[Collected data entries]
- - - - - - -

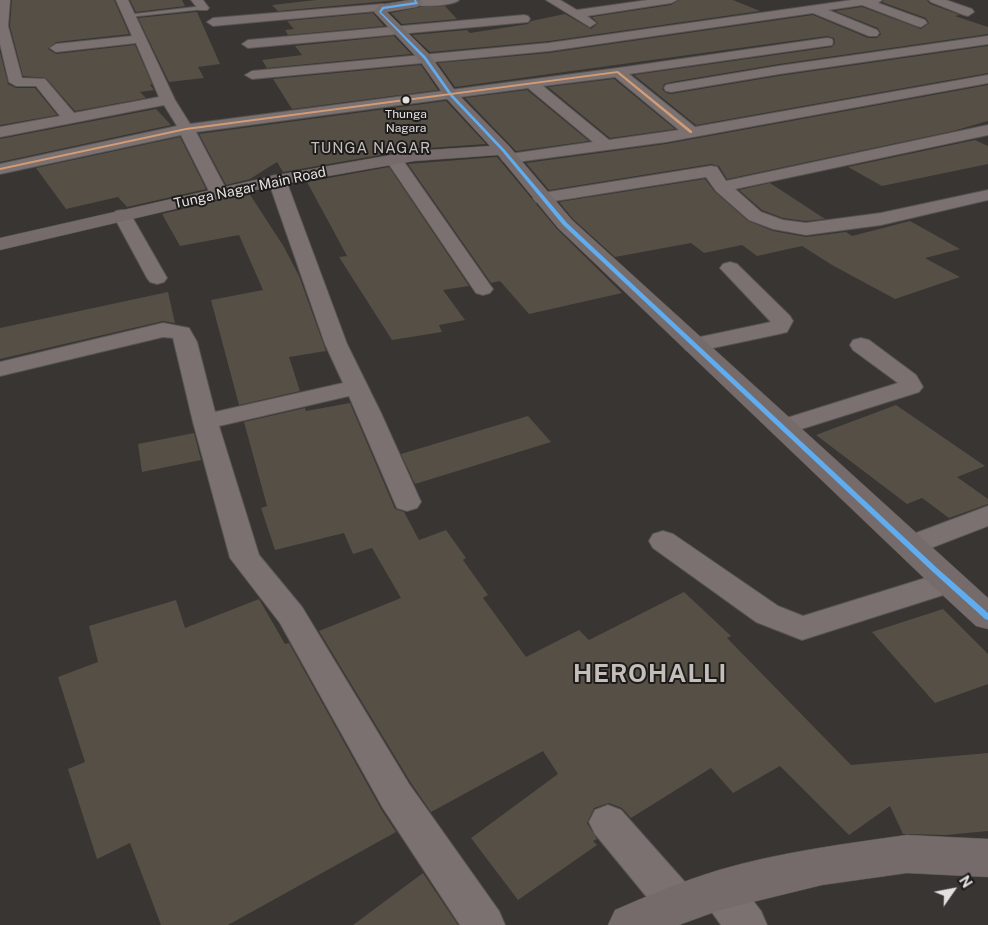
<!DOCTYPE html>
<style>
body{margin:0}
#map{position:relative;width:988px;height:925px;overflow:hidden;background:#383533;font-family:"Public Sans",sans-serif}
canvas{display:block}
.north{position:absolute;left:928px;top:865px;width:50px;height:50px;-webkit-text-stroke:4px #1e1c1b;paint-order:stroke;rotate:57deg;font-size:14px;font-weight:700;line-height:20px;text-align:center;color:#e3e0df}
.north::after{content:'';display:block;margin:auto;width:18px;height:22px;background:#e3e0df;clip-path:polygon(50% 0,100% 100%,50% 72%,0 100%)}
</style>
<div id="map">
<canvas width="988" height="925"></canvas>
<div class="north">N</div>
</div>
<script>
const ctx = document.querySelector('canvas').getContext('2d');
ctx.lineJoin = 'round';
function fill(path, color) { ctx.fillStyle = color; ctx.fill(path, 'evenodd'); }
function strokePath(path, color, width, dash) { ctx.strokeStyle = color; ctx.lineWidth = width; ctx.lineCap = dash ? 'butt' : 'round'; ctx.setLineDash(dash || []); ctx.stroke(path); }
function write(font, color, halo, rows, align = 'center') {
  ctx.font = font + ' "Public Sans",sans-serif'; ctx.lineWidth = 4; ctx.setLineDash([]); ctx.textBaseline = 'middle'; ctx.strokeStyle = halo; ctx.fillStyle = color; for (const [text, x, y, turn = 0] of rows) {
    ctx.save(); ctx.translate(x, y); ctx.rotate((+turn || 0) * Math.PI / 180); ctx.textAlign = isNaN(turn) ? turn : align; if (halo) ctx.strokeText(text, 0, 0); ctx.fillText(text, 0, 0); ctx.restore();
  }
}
fill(new Path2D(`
 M12 0H114L129 34 56 42 48 49 56 54 135 45 152 84 150 85 154 90 140 92 146 98 75 111 46 78 23 76 10 26Z
 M130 0H182L185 6 136 12Z
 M316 0H398L278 11 272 5Z
 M679 0H733L760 11 549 41 430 52 412 35 467 30 470 33 528 24 531 21 565 14 591 29 598 23 592 17 671 5Z
 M884 0H927L930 4 960 15 955 16 988 27V34L779 64 671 82 664 84 662 89 666 93 671 94 779 76 988 46V73L696 125 634 75 832 47 835 43 834 38 827 36 455 87 438 63 549 53 813 15 868 38H877L881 34 878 28 835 11 862 7 921 29 929 23 926 18 882 2Z
 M445 6 457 19 402 24 391 13 420 7Z
 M197 12 220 64 198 67 204 78 169 82 138 18Z
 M373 13 384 26 288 35 285 30 294 29 287 21Z
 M394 36 411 54 267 68 262 60 302 55 295 46Z
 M0 52 8 84 16 88H35L57 115 0 125Z
 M421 65 438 90 292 109 273 79Z
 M614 79 675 129 610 138 548 87Z
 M988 85V121L953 131 727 179 719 166 711 164 549 190 526 163 666 144Z
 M527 90 589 141 516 151 465 98Z
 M446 101 486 144 414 149 283 172 277 162 250 179 226 185 199 134Z
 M156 109 171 125 0 162V139Z
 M180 137 206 189 127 207 118 197 66 209 36 168Z
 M975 140 988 146V164L882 186 848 167Z
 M497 157 557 229 622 293 529 314 500 281 491 283 408 164Z
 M389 167 469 286 443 290 465 320 439 325 442 332 392 340 339 257 347 256 307 182Z
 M705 179 715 192 748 221 773 231 806 237 846 232 852 236 910 221 960 249 925 258 960 277 895 299 832 265 802 246 757 256 742 245 704 253 691 243 615 257 573 219 559 202Z
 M770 183 825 219 806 221 783 218 762 210 739 190Z
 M249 193 284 247 299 276 326 351 289 357 300 391 239 405 211 300 263 290 239 235 180 246 162 214Z
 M168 292 175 323 163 321 0 359V328Z
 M350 403 395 509 404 512 419 540 446 530 466 558 463 560 488 595 483 598 526 657 579 630 589 640 684 592 731 636 727 638 851 765 988 753V831L946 835 903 834 890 806 849 835 780 766 733 793 711 768 631 818 622 808 609 803 594 808 587 823 597 839 593 841 597 845 518 900 471 838 558 774 543 751 431 812 411 783 319 631 401 598 372 548 353 554 344 533 275 550 261 508 267 506 244 422 305 408 306 411Z
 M896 405 985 466 957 477 988 499V504L949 518 922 498 907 504 816 435Z
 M528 416 551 442 415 484 401 454Z
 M194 433 201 460 142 472 138 444Z
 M259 599 285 644 289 643 381 809 396 832 228 925H161L130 843 97 859 68 769 85 762 58 677 98 662 89 626 176 600 185 628Z
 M943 609 988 654V684L935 703 872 632Z
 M423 873 458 925H353Z`), '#564f45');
const lane = new Path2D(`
 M203 6 205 9 129 17 126 15Z`);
const street = new Path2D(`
 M0 0H10L8 26 22 78 45 79 74 113 159 97 136 43 56 52 50 48 56 44 132 36 116 0H128L175 100 190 124 618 68 827 38 832 39 833 42 832 45 629 74 695 127 988 75V83L666 142 509 163 503 161 501 158 503 155 593 142 528 88 196 132 228 193 225 197 219 198 213 197 210 193 181 135 0 174V164L177 126 164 105 0 137V127L60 116 36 86H16L9 82 0 44ZM615 77 679 130 609 140 543 86Z
 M191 0H203L209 8 207 10H199Z
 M415 0H459C453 6 417 8 411 3Z
 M546 0H560L577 10 648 0H677L671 3 587 16 596 23 590 27Z
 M852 0H882L878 3 925 20 927 23 921 27 917 26 862 5 828 10 877 30 879 33 877 36H869L813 13 549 51 252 79 245 75 252 71 549 43Z
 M929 0H946L972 9 974 12 968 16 964 15 931 2Z
 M383 4 389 8 387 10 213 26 207 22 213 18Z
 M524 15 528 16 530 19 528 22 248 48 242 44 248 40Z
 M988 36V44L779 74 671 92 666 91 664 88 666 85 671 84 779 66Z
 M988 125V135L735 189 761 212 783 220 806 223 881 213 988 190V200L881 225 806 235 773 229 749 220 716 191 706 177 542 203 536 202 533 198 536 194 542 193 711 166 717 167 726 181Z
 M394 155 400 156 490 285 493 289 490 293 483 295 476 293 386 160 388 156Z
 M277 175 283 176 286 180 347 344 381 413 421 502 417 508 407 511 397 508 349 396 219 426 259 555 302 607 409 784 499 911 505 925H460L383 808 280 623 230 558 193 422 173 338 163 337 0 376V362L163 323 189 328 197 342 215 412 343 383 325 344 268 180 271 176Z
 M122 210 128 211 131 215 167 278 164 282 157 284 150 282 147 278 113 215 116 211Z
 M730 262 737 264 790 316 793 321 787 332 779 334 694 352 686 350 683 345 686 340 771 322 720 268 723 264Z
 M861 338 869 340 916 375 923 387 919 392 792 432 783 435 774 432 770 427 774 422 898 383 853 350 850 345 853 340Z
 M988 506V526L910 556 900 553 896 546 900 539Z
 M663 531 673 534 778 606 803 616 948 571 959 574 963 582 959 590 802 640 756 622 653 548 649 541 653 534Z
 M608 805 621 810 692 890 698 904 692 918 678 924 664 918 595 834 589 822 595 810Z
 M720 871 734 876 761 911 767 925H721L706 904 700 890 706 876Z`);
const secondary = new Path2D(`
 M409 0H421L423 3 417 7 387 12 430 55 456 92 509 146 572 220 988 598V629L976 626 924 578 558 228 498 155 414 161 277 185 0 250V238L277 175 414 151 490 146 446 98 420 61 374 12 379 5Z
 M907 835 988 839V877L907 873 822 885 720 910 679 925H608L615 910C649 895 683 881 719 870 780 852 844 844 907 835Z`);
strokePath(lane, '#565453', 2);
strokePath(street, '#565453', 2);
strokePath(secondary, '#565453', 1);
fill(lane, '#7b7171');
fill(street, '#7b7171');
fill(secondary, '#746b6a');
fill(new Path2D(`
 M414 0H416L418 4 384 9 381 12 426 57 452 94 504 149 567 223 937 568 988 613V620L985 619 933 572 563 225 502 151 450 96 424 59 379 12 382 7 415 2Z`), '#60acee');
fill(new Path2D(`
 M618 71 692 131V133H690L617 73 186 130 0 170V168L186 128Z`), '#d39c74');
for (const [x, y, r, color] of [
 [406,100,4.5,"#e3e0df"]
]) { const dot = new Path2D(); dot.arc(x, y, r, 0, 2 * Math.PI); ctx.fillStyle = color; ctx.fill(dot); strokePath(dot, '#1e1c1b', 2); }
write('12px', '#e3e0df', '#1e1c1b', [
 ["Thunga",406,114],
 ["Nagara",406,128]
]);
write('14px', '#e3e0df', '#1e1c1b', [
 ["Tunga Nagar Main Road",250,188,-12]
]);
ctx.letterSpacing = '1px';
write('15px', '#c4bebb', '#1e1c1b', [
 ["TUNGA NAGAR",371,148]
]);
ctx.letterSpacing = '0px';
ctx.letterSpacing = '1px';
write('bold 25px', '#c4bebb', '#1e1c1b', [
 ["HEROHALLI",650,674]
]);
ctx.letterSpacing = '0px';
</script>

- - - - - - -

_WORK REQUEST_. Copy every line of the entries in which "function" can be found.

_ANSWER TO THE EXERCISE_.
function fill(path, color) { ctx.fillStyle = color; ctx.fill(path, 'evenodd'); }
function strokePath(path, color, width, dash) { ctx.strokeStyle = color; ctx.lineWidth = width; ctx.lineCap = dash ? 'butt' : 'round'; ctx.setLineDash(dash || []); ctx.stroke(path); }
function write(font, color, halo, rows, align = 'center') {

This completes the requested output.